We may see a string of 1-term presidents

  • Trump - got voted out - enough said. One term only.
  • Biden - already oldest ever to be elected, will be 82 by the next election. Furthermore, he is too centrist for the liking of many Democrats. There may be pressure for him to step aside and let Kamala or some other Democrat run in 2024. One term only.
  • Kamala (or another Democrat) - may win, but by the end of her first term, Democrats would have been in the White House for eight years, and it’s hard to hold on longer than that. One term only.
  • Whichever Republican wins in 2028 - Republicans would have an even smaller voter base than today, and demographics would be even less in their favor, and their policies would be considered even more reactionary. One term only.
  • Whichever Democrat wins in 2032 - might be able to get reelected to consecutive terms at last.

Older citizens already know what it’s like to have a revolving door of presidents.

1961-1981 saw five presidents in office - none of whom served eight years.

President Kennedy 1961-1963, assassinated
President Johnson - 1963-1969, declined to seek another full term
President Nixon 1969-1974, resigned
President Ford 1974-1977, lost his bid for a full term
President Carter 1977-1981, lost re-election

If you take W out of the equation, all Republican Presidents since Reagan were one term. Why W got 2 is for another thread, I reckon.

Actually, strings of two term presidents is the rarity. The only consecutive two full term presidents were Jefferson/Madison/Monroe and Clinton/Bush/Obama. Other than these two strings of three, there have never been back-to-back two full term presidents.

Alan Lichtman in his book The Keys to the White House presented the case that the economic boom/bust cycle is a major driver in how long a party can keep the white house. The 12-year run of a single party in the 80s was a one-off in the post-civil war era.

The shine has worn off his theories recently. He moved the goalposts when he claimed his 13-keys theory properly predicted Trump’s 2016 win. Except before that his theory was only supposed to apply to the overall vote winner, not the EC winner.


That’s my post; hope you liked it!

Well, other than W, there was only one one-term president, his father.

The last guy, too. What’s his name? I think his name is me-me-me.

I assume that should read “in the post WWII era”? Otherwise he missed Grant through Arthur (16 years), McKinley through Taft (16 years), Harding through Hoover (12 years) and FDR through Truman (20 years).

Sorry, you’re right.

It kind of ticked me off when I read Lichtman’s post-election interviews. I had “run the keys” sometime during the primary season and as far as I could tell the Keys were predicting a win for the current party in office. And Hillary did indeed win the popular vote.

That is a fact of which I was not aware. Thanks!

Shouldn’t Roosevelt/Truman/Eisenhower count?
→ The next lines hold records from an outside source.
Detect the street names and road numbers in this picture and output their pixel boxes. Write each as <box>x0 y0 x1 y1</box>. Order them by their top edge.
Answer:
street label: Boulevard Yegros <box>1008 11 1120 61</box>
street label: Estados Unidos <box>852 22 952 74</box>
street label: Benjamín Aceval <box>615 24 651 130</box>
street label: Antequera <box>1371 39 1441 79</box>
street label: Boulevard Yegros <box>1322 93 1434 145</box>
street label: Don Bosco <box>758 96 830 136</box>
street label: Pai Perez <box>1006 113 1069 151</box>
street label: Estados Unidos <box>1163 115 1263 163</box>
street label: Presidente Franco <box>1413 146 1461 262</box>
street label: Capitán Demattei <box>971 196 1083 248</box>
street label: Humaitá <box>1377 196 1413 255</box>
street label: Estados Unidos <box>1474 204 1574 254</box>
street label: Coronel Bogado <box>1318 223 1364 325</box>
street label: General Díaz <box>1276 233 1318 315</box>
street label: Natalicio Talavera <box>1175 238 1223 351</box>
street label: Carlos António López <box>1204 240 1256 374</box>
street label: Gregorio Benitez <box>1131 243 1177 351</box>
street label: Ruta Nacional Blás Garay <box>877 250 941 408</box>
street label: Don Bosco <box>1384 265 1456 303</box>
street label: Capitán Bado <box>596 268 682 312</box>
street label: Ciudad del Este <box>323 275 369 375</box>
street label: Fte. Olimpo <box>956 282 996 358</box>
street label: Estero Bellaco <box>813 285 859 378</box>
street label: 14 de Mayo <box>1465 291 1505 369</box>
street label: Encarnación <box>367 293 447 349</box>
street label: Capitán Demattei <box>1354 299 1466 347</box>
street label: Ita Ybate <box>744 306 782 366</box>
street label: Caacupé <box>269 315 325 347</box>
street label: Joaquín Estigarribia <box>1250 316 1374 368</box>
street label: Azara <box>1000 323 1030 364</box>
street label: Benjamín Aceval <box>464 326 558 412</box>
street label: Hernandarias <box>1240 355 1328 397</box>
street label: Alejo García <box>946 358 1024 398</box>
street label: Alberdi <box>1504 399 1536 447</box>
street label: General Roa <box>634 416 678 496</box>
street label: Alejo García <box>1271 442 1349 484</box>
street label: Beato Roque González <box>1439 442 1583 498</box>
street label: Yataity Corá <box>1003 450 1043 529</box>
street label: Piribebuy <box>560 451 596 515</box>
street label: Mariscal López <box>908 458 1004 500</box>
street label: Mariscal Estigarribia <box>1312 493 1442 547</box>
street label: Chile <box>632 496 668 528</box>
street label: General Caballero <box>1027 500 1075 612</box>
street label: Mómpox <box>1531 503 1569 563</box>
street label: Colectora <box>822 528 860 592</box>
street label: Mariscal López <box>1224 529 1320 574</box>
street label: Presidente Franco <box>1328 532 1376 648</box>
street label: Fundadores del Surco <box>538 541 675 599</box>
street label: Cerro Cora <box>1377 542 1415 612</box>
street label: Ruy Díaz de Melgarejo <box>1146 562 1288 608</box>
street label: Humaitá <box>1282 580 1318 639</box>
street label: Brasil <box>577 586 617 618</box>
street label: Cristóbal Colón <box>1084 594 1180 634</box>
You had three Presidents in a row who were elected to a second term.

I don’t see Biden serving out his full term. Harris will take over and then run in 2024.
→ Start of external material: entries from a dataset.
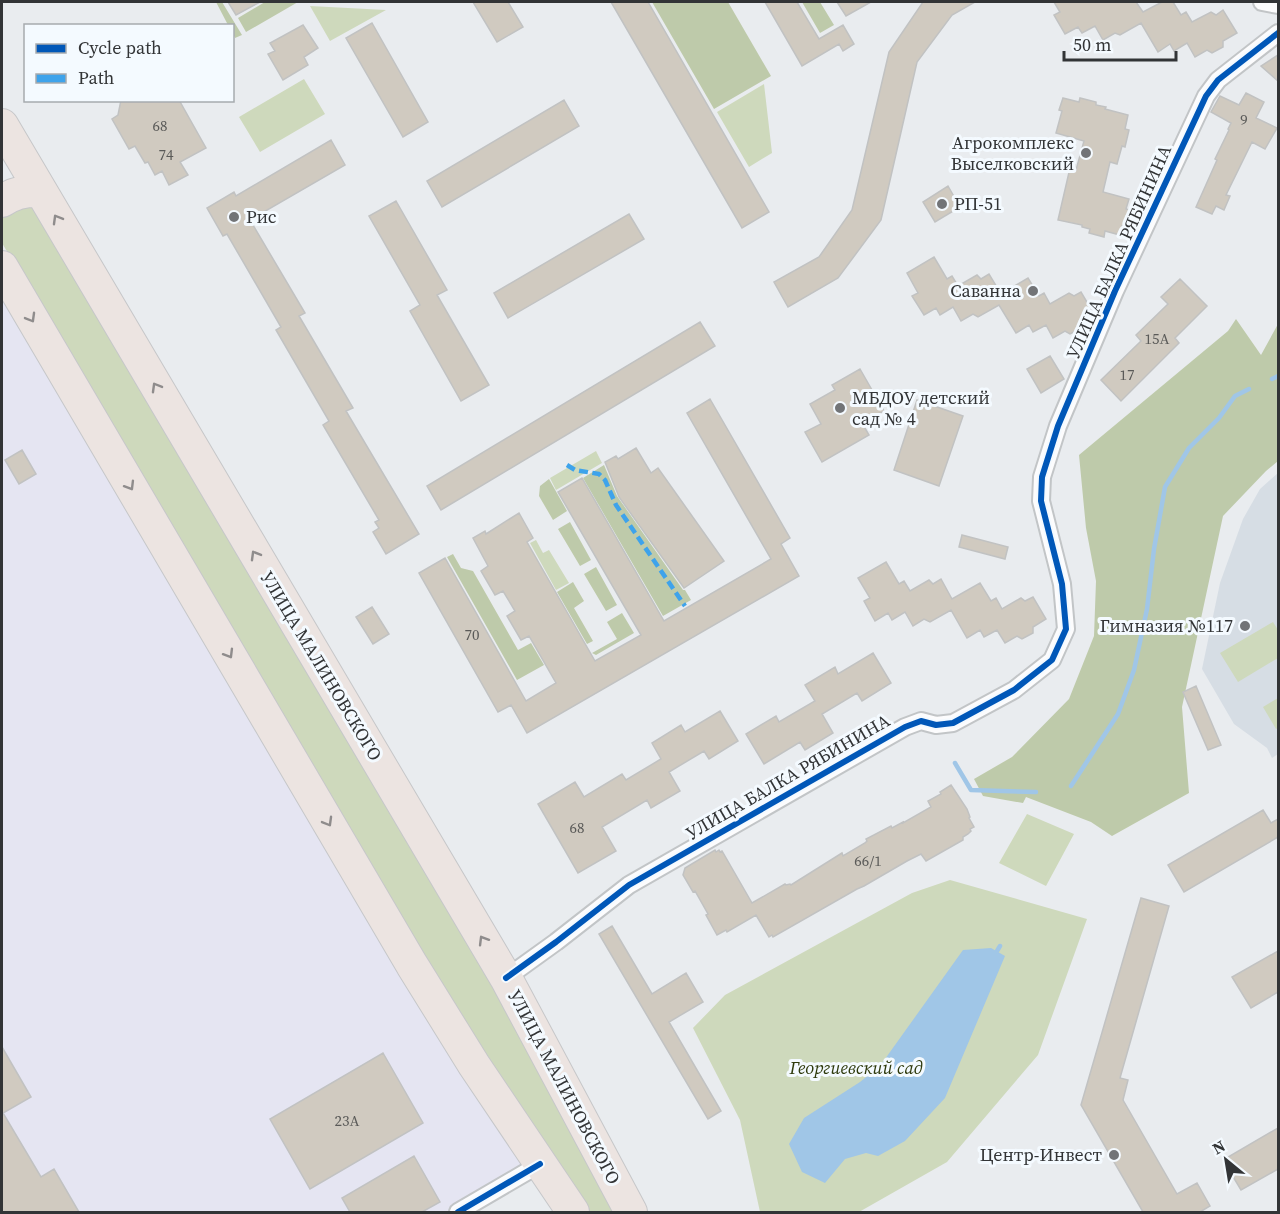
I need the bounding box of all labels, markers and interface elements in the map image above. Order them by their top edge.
legend [24,24,234,102]
scale bar [1064,24,1176,62]
text: 50 m [1073,32,1111,57]
text: Cycle path [78,35,162,60]
text: Path [78,65,115,90]
house number: 9 [1240,109,1248,130]
house number: 68 [152,115,168,136]
place label: Агрокомплекс Выселковский [951,130,1074,176]
street label: УЛИЦА БАЛКА РЯБИНИНА [1060,141,1177,363]
house number: 74 [158,144,174,165]
marker: Агрокомплекс Выселковский [1079,146,1093,160]
place label: РП-51 [954,191,1002,216]
marker: РП-51 [935,197,949,211]
place label: Рис [246,204,277,229]
marker: Рис [227,210,241,224]
one-way arrow [53,215,65,225]
place label: Саванна [950,278,1022,303]
marker: Саванна [1026,284,1040,298]
one-way arrow [24,312,35,322]
house number: 15А [1145,328,1170,349]
house number: 17 [1119,364,1135,385]
one-way arrow [152,383,164,393]
place label: МБДОУ детский сад № 4 [852,385,990,431]
marker: МБДОУ детский сад № 4 [833,401,847,415]
one-way arrow [123,480,134,490]
one-way arrow [251,551,262,561]
street label: УЛИЦА МАЛИНОВСКОГО [255,566,388,765]
place label: Гимназия №117 [1100,613,1233,638]
marker: Гимназия №117 [1238,619,1252,633]
house number: 70 [464,624,480,645]
one-way arrow [222,647,234,658]
street label: УЛИЦА БАЛКА РЯБИНИНА [681,708,894,845]
one-way arrow [320,816,332,826]
house number: 68 [569,817,585,838]
house number: 66/1 [854,850,882,871]
one-way arrow [479,936,490,946]
street label: УЛИЦА МАЛИНОВСКОГО [502,985,626,1188]
park label: Георгиевский сад [789,1055,923,1080]
house number: 23А [335,1110,360,1131]
north arrow [1196,1130,1256,1190]
text: N [1208,1134,1229,1159]
place label: Центр-Инвест [980,1142,1102,1167]
marker: Центр-Инвест [1107,1148,1121,1162]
Elected to second term, true, but Truman wasn’t elected president for his first term. Though he served nearly of Roosevelt’s 4th term, he technically could have run again in 1952.

There was another thread recently that covered some of the same ground. 8 presidents have died in office, out of 44 men who have served, so you couldn’t have two complete terms, and single-term presidents were more common in the 19th century, as the parties had more control over who was nominated and ran.

Yes, but Truman was clearly not a one term President.

Marvin said two-term presidents. I thought that’s what were discussing.

Correct. Marvin explicitly said two full term presidents.

Truman did not serve two full terms.

Marvin meant “won two consecutive presidential elections” and finished their full terms. Rules out those who succeeded a president who died in office and then won a term on their own, as well as those who won two elections but did not finish their second term (Nixon, Lincoln, McKinley).

Marvin was also surprised that consecutive two-termers only happened with the two triplets.

Marvin is tired of speaking in the third person and will stop now.

What do you suppose will happen to Biden between now and 2024. And why?

It seems a very odd assertion to make with no supporting evidence.

As to the OP, I think you’re probably right.

Big picture, I don’t think that US history pre-WWII back to Washington carries much precedential weight. Society and politics is too different now.

Within living memory we have runs of back to back terms and runs of not. And a surprisingly large fraction of presidents from Roosevelt on did not even finish whichever term was their last.

The biggest socio-political shift occurred not post-WWII but about 40 years ago, when “Democrat” became a sneering pejorative and “Republican” became a vicious slur.